Мясоед, услышав про мою новую профессию, испуганно распахнул глаза. Он искренне меня жалел. Но я не придавал этому большого значения. Старик же очень внимательно меня выслушал, потом сказал:
— А тебе разве хочется с нами разговаривать?
— А почему нет? — рассмеялся я.
— Ты ведь теперь погонщик, хоть и Безымянный, а мы простые конюхи. Что люди могут про тебя подумать?
— А что они могут подумать? — оторопело проговорил я. Однако потом все понял.
Старик, наверно, был прав. Вряд ли при здешних нравах мы сможем оставаться приятелями. Вряд ли мы будем равны. Я могу сколько угодно болтать с ними и хлопать по плечу, а они едва ли рискнут ответить тем же.
У меня было время до отъезда. Я подумал, что его надо потратить на благое дело. А именно — сохранить в этих людях хотя бы союзников. Жизнь учила меня не разбрасываться приятельскими отношениями, не говоря уж о дружеских.
В первый же вечер я принес в конюшню остатки ужина. Нет, это были не объедки, а целая тарелка нормальной пшенной каши со свиным салом и кусочками тушеной тыквы.
Мясоед и Друг Лошадей немного испугались. К еде они приступили только после неоднократных объяснений, что это бесплатно, от чистого сердца и ни к чему не обязывает. Они ели, но все равно поглядывали на меня настороженно.
И я понял, что веду себя глупо. Друзей не купишь за тарелку каши. Пусть события текут, как должны, решил я. Жизнь покажет, сможем ли мы сблизиться.
Кстати, это была не единственная совершенная мной глупость. На радостях я попытался оказать помощь одному больному старику, которого выбросили за ворота умирать соседи по бараку. Я понятия не имел, чем он болен, и у меня не было никаких препаратов, но осмотрел его с такой самоуверенностью, которая самого меня удивила. К счастью, больной уже мало чего соображал, и мне не удалось заронить в его душу даже каплю напрасной надежды.

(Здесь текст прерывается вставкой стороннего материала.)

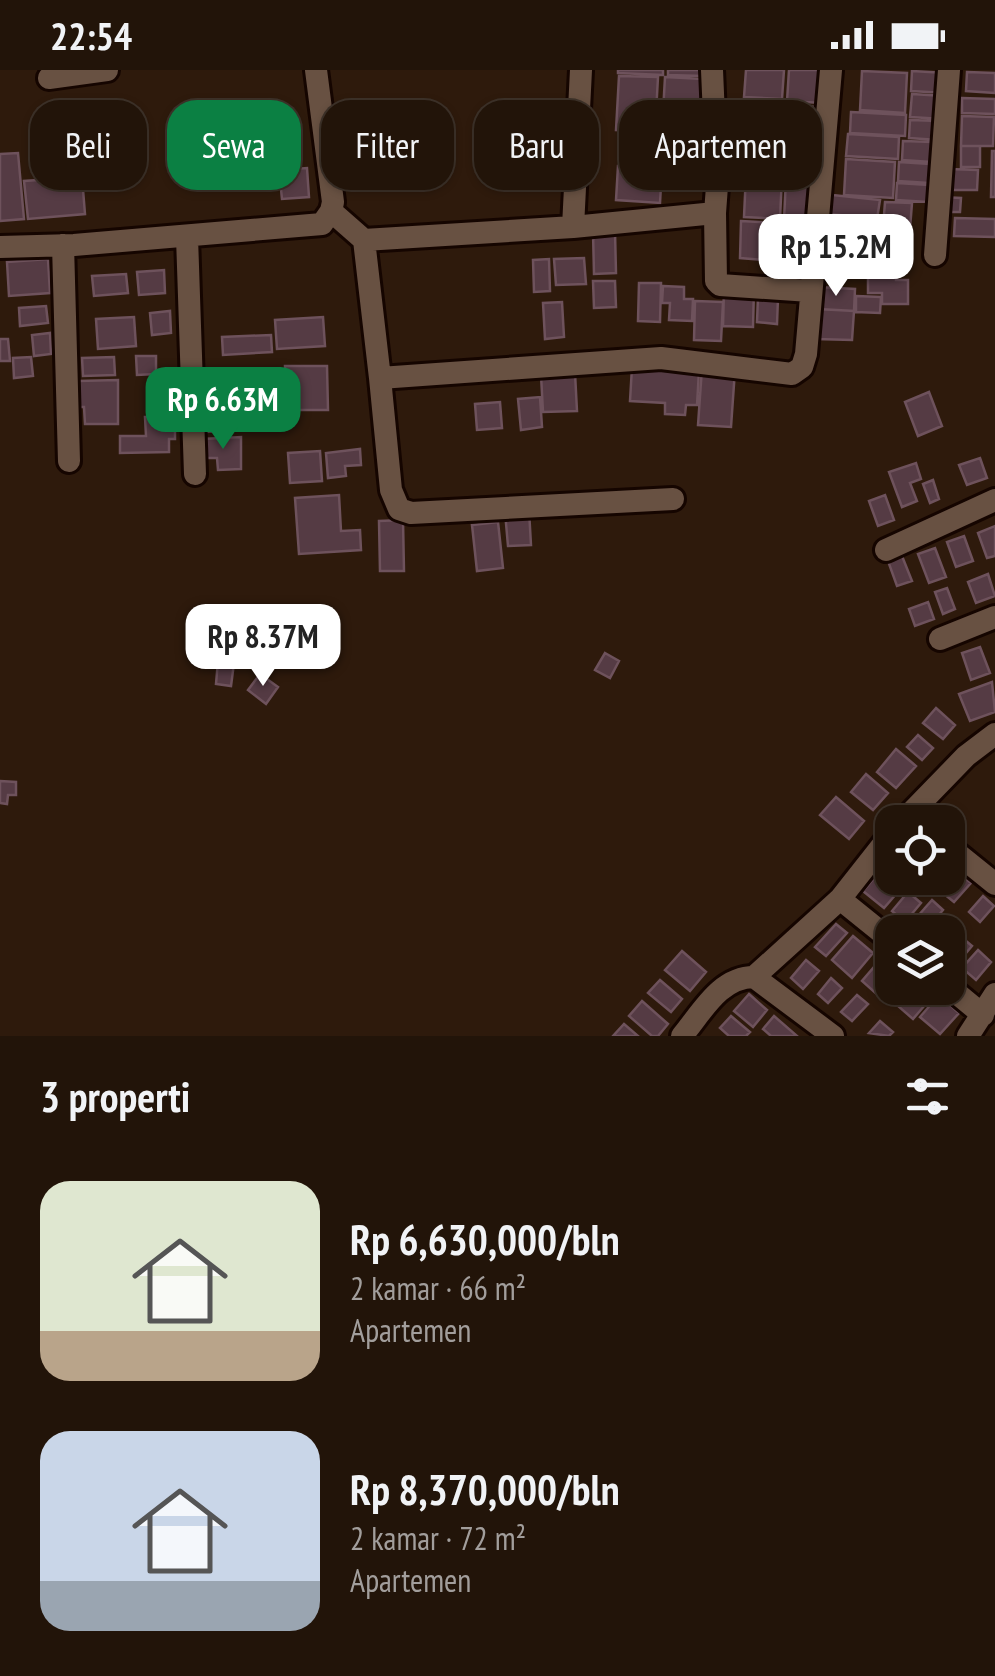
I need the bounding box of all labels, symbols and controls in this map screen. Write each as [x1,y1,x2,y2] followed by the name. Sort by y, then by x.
[50,11,132,60] text: 22:54
[30,100,147,190] chip: Beli
[167,100,301,190] chip: Sewa
[321,100,454,190] chip: Filter
[474,100,599,190] chip: Baru
[619,100,822,190] chip: Apartemen
[733,214,939,299] pin: Rp 15.2M
[781,225,891,267] text: Rp 15.2M
[120,367,326,452] pin: Rp 6.63M
[168,378,278,420] text: Rp 6.63M
[160,604,366,689] pin: Rp 8.37M
[208,615,318,657] text: Rp 8.37M
[875,805,965,1005] map controls
[875,805,965,895] button: locate
[875,915,965,1005] button: layers
[40,1069,190,1124] text: 3 properti
[900,1069,955,1124] icon: filters
[350,1212,620,1267] text: Rp 6,630,000/bln
[120,1221,240,1341] icon: home
[350,1267,526,1309] text: 2 kamar · 66 m²
[350,1309,471,1351] text: Apartemen
[350,1462,620,1517] text: Rp 8,370,000/bln
[120,1471,240,1591] icon: home
[350,1517,526,1559] text: 2 kamar · 72 m²
[350,1559,471,1601] text: Apartemen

В другой раз я ни с того ни с сего бросился помогать двум женщинам, переносившим в свинарник тяжелые бадьи с помоями, после чего некоторые стали поглядывать на меня как на полоумного.
Дело было, видимо, в том, что я, осчастливленный переменами, чувствовал невольную вину перед миром и людьми, остававшимися в прежнем печальном положении. Потом мне хватило ума понять, что этот мир ни капли не нуждается в моем сочувствии и извинениях.

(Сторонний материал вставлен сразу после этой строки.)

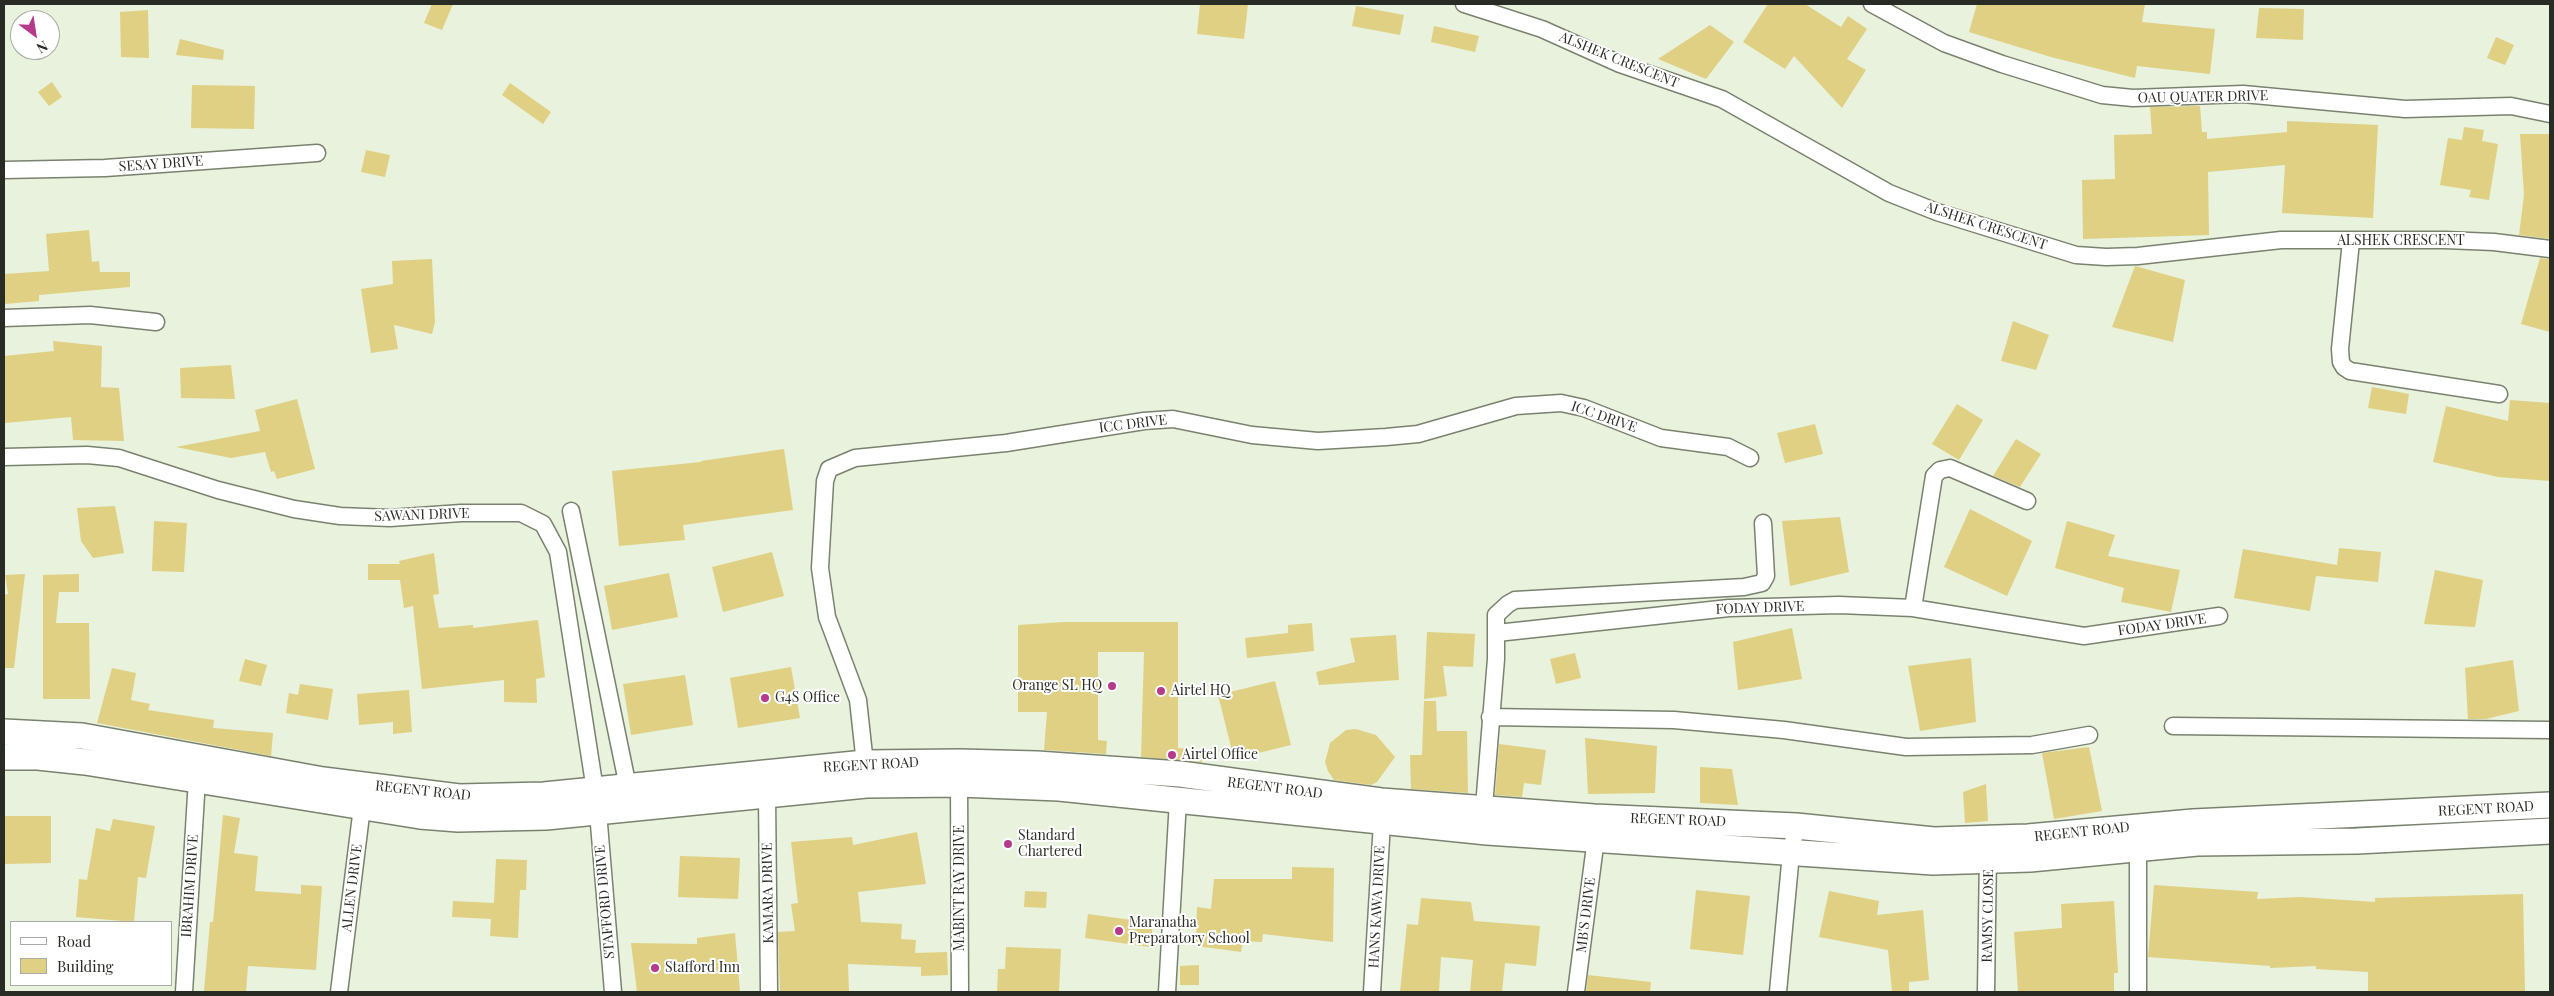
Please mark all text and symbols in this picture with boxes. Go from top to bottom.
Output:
north arrow [10,10,60,60]
street label: ALSHEK CRESCENT [1557,28,1681,92]
text: N [33,37,52,58]
street label: OAU QUATER DRIVE [2138,87,2268,107]
street label: SESAY DRIVE [118,153,204,175]
street label: ALSHEK CRESCENT [1923,198,2049,254]
street label: ALSHEK CRESCENT [2337,233,2465,249]
street label: ICC DRIVE [1569,398,1639,436]
street label: ICC DRIVE [1098,411,1168,437]
street label: SAWANI DRIVE [374,505,470,525]
street label: FODAY DRIVE [1715,598,1805,618]
street label: FODAY DRIVE [2117,610,2207,640]
place label: Orange SL HQ [1012,678,1102,694]
marker: Orange SL HQ [1106,680,1118,692]
place label: Airtel HQ [1171,683,1231,699]
marker: Airtel HQ [1155,685,1167,697]
place label: G4S Office [775,690,840,706]
marker: G4S Office [759,692,771,704]
place label: Airtel Office [1182,747,1258,763]
marker: Airtel Office [1166,749,1178,761]
street label: REGENT ROAD [823,754,919,776]
street label: REGENT ROAD [1226,774,1324,802]
street label: REGENT ROAD [374,778,472,804]
street label: REGENT ROAD [2438,798,2534,820]
street label: REGENT ROAD [1630,810,1726,830]
street label: REGENT ROAD [2033,819,2131,845]
street label: MABINT RAY DRIVE [952,825,968,951]
place label: Standard Chartered [1018,828,1082,860]
street label: IBRAHIM DRIVE [178,834,202,938]
marker: Standard Chartered [1002,838,1014,850]
street label: KAMARA DRIVE [759,842,777,944]
street label: ALLEN DRIVE [338,843,366,933]
street label: STAFFORD DRIVE [592,844,618,960]
street label: HANS KAWA DRIVE [1365,845,1389,969]
street label: RAMSY CLOSE [1979,869,1997,963]
street label: MB'S DRIVE [1573,876,1599,954]
place label: Maranatha Preparatory School [1129,915,1250,948]
legend [10,921,172,986]
marker: Maranatha Preparatory School [1113,925,1125,937]
text: Road [57,931,91,951]
text: Building [57,956,113,976]
place label: Stafford Inn [665,960,740,976]
marker: Stafford Inn [649,962,661,974]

В какой-то момент я перестал ощущать себя добрым волшебником, который ходит тут и там и от нечего делать дарит людям знаки внимания. Я остановился — пришло отрезвление. С чего, собственно, я взял, что перемены приведут к лучшему? С какой стати я уверен в своей неуязвимости? Ведь до сих пор ни один человек не позавидовал мне — погонщику.